WHAT IS EXPECTED:
Locate each line below that includes "serif" and reproduce it.

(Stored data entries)
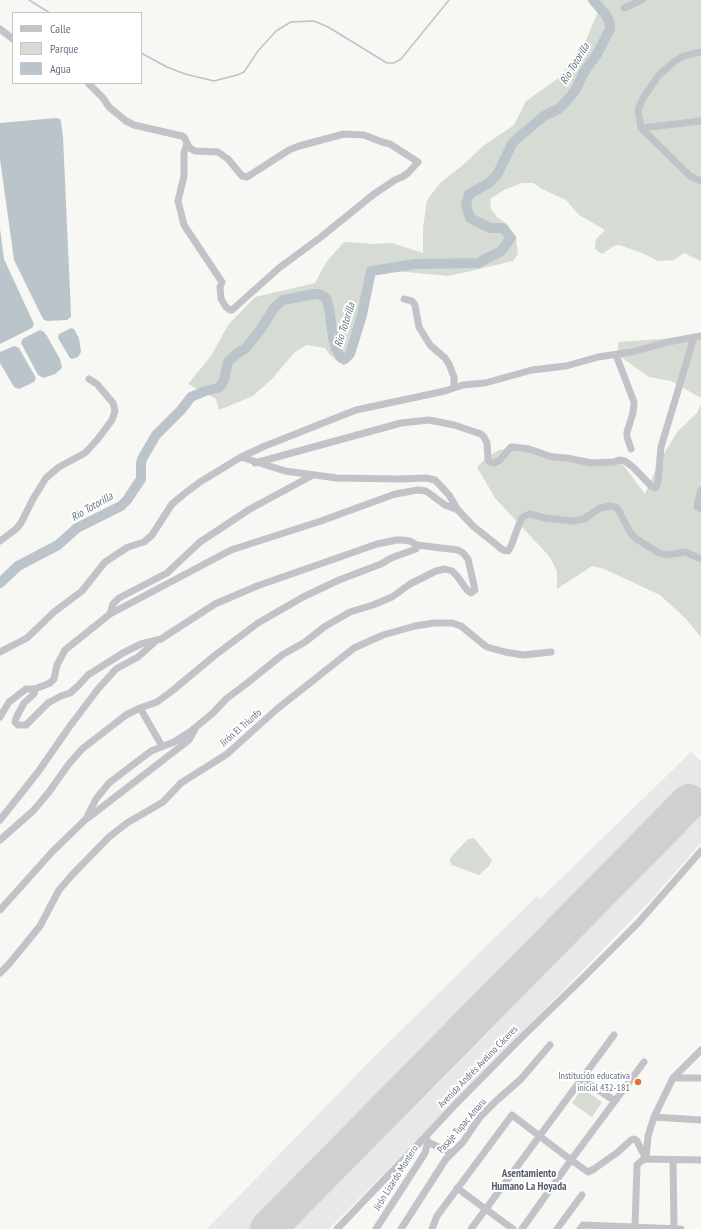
<!DOCTYPE html>
<html>
<head>
<meta charset="utf-8">
<style>
	body { margin:0 }
	#map { position:relative; width:701px; height:1229px; overflow:hidden; background:#f7f7f4; font-family:"PT Sans Narrow",sans-serif }
	canvas { display:block }
	.legend { position:absolute; left:12px; top:12px; width:130px; height:72px; box-sizing:border-box; background:#fff; border:1px solid #c2c7ce; margin:0; padding:5px 7px; list-style:none; font-size:12px; color:#677285 }
	.legend li { display:flex; align-items:center; gap:8px; height:20px }
	.legend b { width:20px; border:1px solid #c2c7ce }
</style>
</head>
<body>
<div id="map">
<canvas width="701" height="1229"></canvas>
<ul class="legend">
<li><b style="height:5px;background:#c1c3c8"></b>Calle</li>
<li><b style="height:11px;background:#d6dcd4"></b>Parque</li>
<li><b style="height:11px;background:#bbc4ca"></b>Agua</li>
</ul>
</div>
<script>
const ctx = document.querySelector('canvas').getContext('2d');
ctx.lineJoin = 'round';
function fill(path, color) {
  ctx.fillStyle = color;
  ctx.fill(path, 'evenodd');
}
function toPath(rows) {
  const path = new Path2D();
  for (const r of rows) {
    path.moveTo(r[0], r[1]);
    for (let i = 2; i < r.length; i += 2) path.lineTo(r[i], r[i + 1]);
  }
  return path;
}
function stroke(path, color, width, dash) {
  ctx.strokeStyle = color;
  ctx.lineWidth = width;
  ctx.lineCap = dash ? 'butt' : 'round';
  ctx.setLineDash(dash || []);
  ctx.stroke(path);
}
function write(font, color, halo, rows, align = 'center') {
  ctx.font = font + ' "PT Sans Narrow",sans-serif';
  ctx.lineWidth = 4;
  ctx.setLineDash([]);
  ctx.textBaseline = 'middle';
  ctx.strokeStyle = halo;
  ctx.fillStyle = color;
  for (const [text, x, y, turn = 0] of rows) {
    ctx.save();
    ctx.translate(x, y);
    ctx.rotate((+turn || 0) * Math.PI / 180);
    ctx.textAlign = isNaN(turn) ? turn : align;
    if (halo) ctx.strokeText(text, 0, 0);
    ctx.fillText(text, 0, 0);
    ctx.restore();
  }
}
fill(toPath([
	[691,752,701,761,701,843,649,902,437,1120,329,1229,207,1229,370,1061,537,896,540,899]
]), '#e8e8e8');
fill(toPath([
	[596,0,701,0,701,261,684,253,674,260,658,261,642,253,619,245,614,246,602,254,595,249,596,239,605,230,579,215,566,200,542,189,533,183,522,183,504,190,490,199,491,209,497,217,508,225,516,239,518,254,513,261,449,276,384,270,373,273,367,282,365,292,364,321,355,346,344,366,330,355,325,348,307,345,295,352,272,379,253,396,219,410,216,399,188,384,211,356,228,325,255,297,315,283,327,261,344,242,373,244,392,243,423,253,423,228,427,200,441,182,463,165,483,146,514,125,526,101,560,77,586,40,598,12],
	[701,336,701,398,671,381,649,377,618,355,618,342],
	[701,404,701,637,685,618,660,595,604,569,592,566,557,589,557,571,549,556,495,498,477,467,486,458,499,450,513,448,560,454,584,463,603,459,621,462,645,494,660,460,678,431,697,413],
	[473,838,475,839,492,860,489,866,479,875,452,865,450,862,450,859,452,856,467,840],
	[582,1088,602,1102,592,1117,572,1103]
]), '#d6dcd4');
fill(toPath([
	[56,118,60,119,61,122,63,137,71,314,71,317,67,320,48,321,44,320,41,315,14,260,0,159,0,123],
	[0,229,4,259,34,324,32,328,0,344],
	[71,328,74,329,79,338,81,352,78,357,72,359,70,358,58,338,59,334],
	[40,330,44,332,47,336,60,359,62,367,61,369,55,374,43,378,38,375,21,343,22,340,24,338],
	[14,346,19,348,36,378,34,382,19,389,14,387,0,363,0,352]
]), '#bbc4ca');
stroke(toPath([
	[29,0,50,13],
	[141,53,167,67,185,74,214,81,237,75,244,72,258,51,276,31,291,22,314,21,328,27,387,63,394,63,401,59,449,0]
]), '#bbc4ca', 1.5);
stroke(toPath([
	[0,583,18,566,58,545,77,528,121,506,127,500,141,479,141,464,142,459,156,435,181,410,191,397,205,391,218,388,221,385,224,380,228,362,235,355,246,348,260,330,275,307,283,300,314,294,319,294,326,298,329,308,333,337,336,349,341,358,345,359,350,354,362,315,371,271,415,264,478,263,501,251,511,238,503,228,490,228,470,218,466,205,469,194,489,183,497,175,513,142,544,116,560,108,570,97,576,89,584,72,597,54,610,29,609,21,606,15,593,0]
]), '#bbc4ca', 10);
stroke(toPath([
	[268,1229,689,802]
]), '#ced0d2', 36);
stroke(toPath([
	[624,8,642,0],
	[0,29,13,39],
	[701,52,684,56,675,61,659,75,643,98,638,110,641,128,690,176,701,181],
	[88,83,103,98,109,107,126,121,134,125,182,136,184,137,187,143,190,148,195,151,218,152,228,159,242,176,247,177,289,150,299,146,344,134,364,135,382,142,390,144,418,162,408,173,402,177,395,180,374,194,321,237,279,268,232,310,230,310,226,307,221,299,220,287,222,282,184,225,178,201,184,176,184,153,187,143],
	[641,128,701,121],
	[404,299,412,301,415,305,419,327,430,345,445,358,449,364,454,377,454,388],
	[616,355,634,402,633,413,627,432,627,437,631,449],
	[241,457,285,471,337,478,400,479,426,478,435,480,449,495,458,510,473,526,503,550,508,551,511,546,521,519,525,516,530,514,545,518,573,521,584,519,600,508,610,506,615,507,618,509,630,532,635,538,659,553,666,555,685,552,701,559],
	[255,463,401,423,429,420,454,425,481,434,484,437,487,443,488,459,490,462,494,463,500,460,511,447,513,447,529,449,552,457,567,458,592,463,614,462,619,460,625,461,634,468,652,487,655,488,657,485,658,481,661,447,694,337],
	[701,490,697,505,697,507,701,509],
	[0,541,16,529,21,523,33,499,46,478,59,467,85,453,97,440,112,420,115,411,113,403,97,384,89,379],
	[110,614,113,604,119,598,167,573,200,542,250,509,313,475],
	[0,652,27,638,54,612,82,591,105,562,128,547,144,542,152,535,172,504,184,494,200,482,241,457,265,446,356,410,445,391,463,385,485,383,532,370,566,366,598,357,632,352,668,342,701,336],
	[140,708,162,746],
	[0,717,9,702,26,689,35,689],
	[88,818,189,740,195,729],
	[0,820,38,772,70,726,98,689,116,669,138,657,156,641],
	[0,840,33,811,49,792,68,765,82,749,126,715,140,708,157,702,172,691,214,656,258,623,303,597,339,580,381,564,391,558,416,549,417,545,410,541,403,540,396,540,377,544,257,586,215,604,161,639,141,644,123,653,88,675,78,686,70,693,61,696,48,703,26,725,18,725,15,722,16,718,24,703,34,694,35,689,50,683,54,679,57,665,65,650,110,614,231,550,321,521,395,494,418,490,426,491,445,505,458,510],
	[0,910,53,851,86,819,96,799,109,783,151,751,174,742,191,731,213,713,226,699,246,684,282,655,305,642,324,627,350,612,373,605,392,597,410,584,436,571,445,569,452,571,457,576,467,590,471,593,475,590,468,559,463,553,458,550,417,545],
	[0,973,9,964,40,926,59,890,72,875,109,837,127,823,163,802,181,783,227,754,277,709,354,648,383,635,415,626,434,623,452,623,461,626,478,640,487,647,505,652,523,655,551,652],
	[673,1078,701,1078],
	[582,1079,615,1101],
	[654,1117,701,1120],
	[428,1142,451,1153],
	[646,1159,648,1136,654,1117,673,1078,701,1050],
	[673,1160,674,1229],
	[457,1188,513,1229],
	[635,1227,637,1165,641,1161,646,1159,701,1160],
	[337,1229,426,1136,453,1107,520,1039,585,976,638,923,701,851],
	[376,1229,425,1153,428,1142,426,1136],
	[401,1229,446,1159,463,1142,480,1117,496,1101,521,1079,550,1045],
	[432,1229,437,1216,512,1115,571,1160,588,1172,594,1169,618,1152,631,1140,634,1139,637,1141,646,1159],
	[471,1229,614,1035],
	[522,1229,571,1160,644,1062],
	[557,1229,582,1195],
	[580,1229,583,1225,681,1229]
]), '#c1c3c8', 7);
for (const [x, y, r, color] of [
	[638,1082,4,"#df752d"]
]) {
  const dot = new Path2D();
  dot.arc(x, y, r, 0, 2 * Math.PI);
  ctx.fillStyle = color;
  ctx.fill(dot);
  stroke(dot, '#fff', 1.5);
}
write('10px', '#677285', '#fff', [
	["Jirón El Triunfo",241,728,-41],
	["Avenida Andrés Avelino Cáceres",478,1067,-46],
	["Pasaje Tupac Amaru",462,1126,-49],
	["Jirón Lizardo Montero",396,1178,-58]
]);
write('10px', '#677285', '#fff', [
	["Institución educativa",630,1076],
	["inicial 432-181",630,1088]
], 'right');
write('italic 11px', '#637381', '#fff', [
	["Rio Totorilla",575,64,-59],
	["Rio Totorilla",345,325,-73],
	["Rio Totorilla",92,507,-30]
]);
write('bold 11px', '#555d6a', '#fff', [
	["Asentamiento",529,1174],
	["Humano La Hoyada",529,1187]
]);
</script>
</body>
</html>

FINISHED EXERCISE:
	#map { position:relative; width:701px; height:1229px; overflow:hidden; background:#f7f7f4; font-family:"PT Sans Narrow",sans-serif }
  ctx.font = font + ' "PT Sans Narrow",sans-serif';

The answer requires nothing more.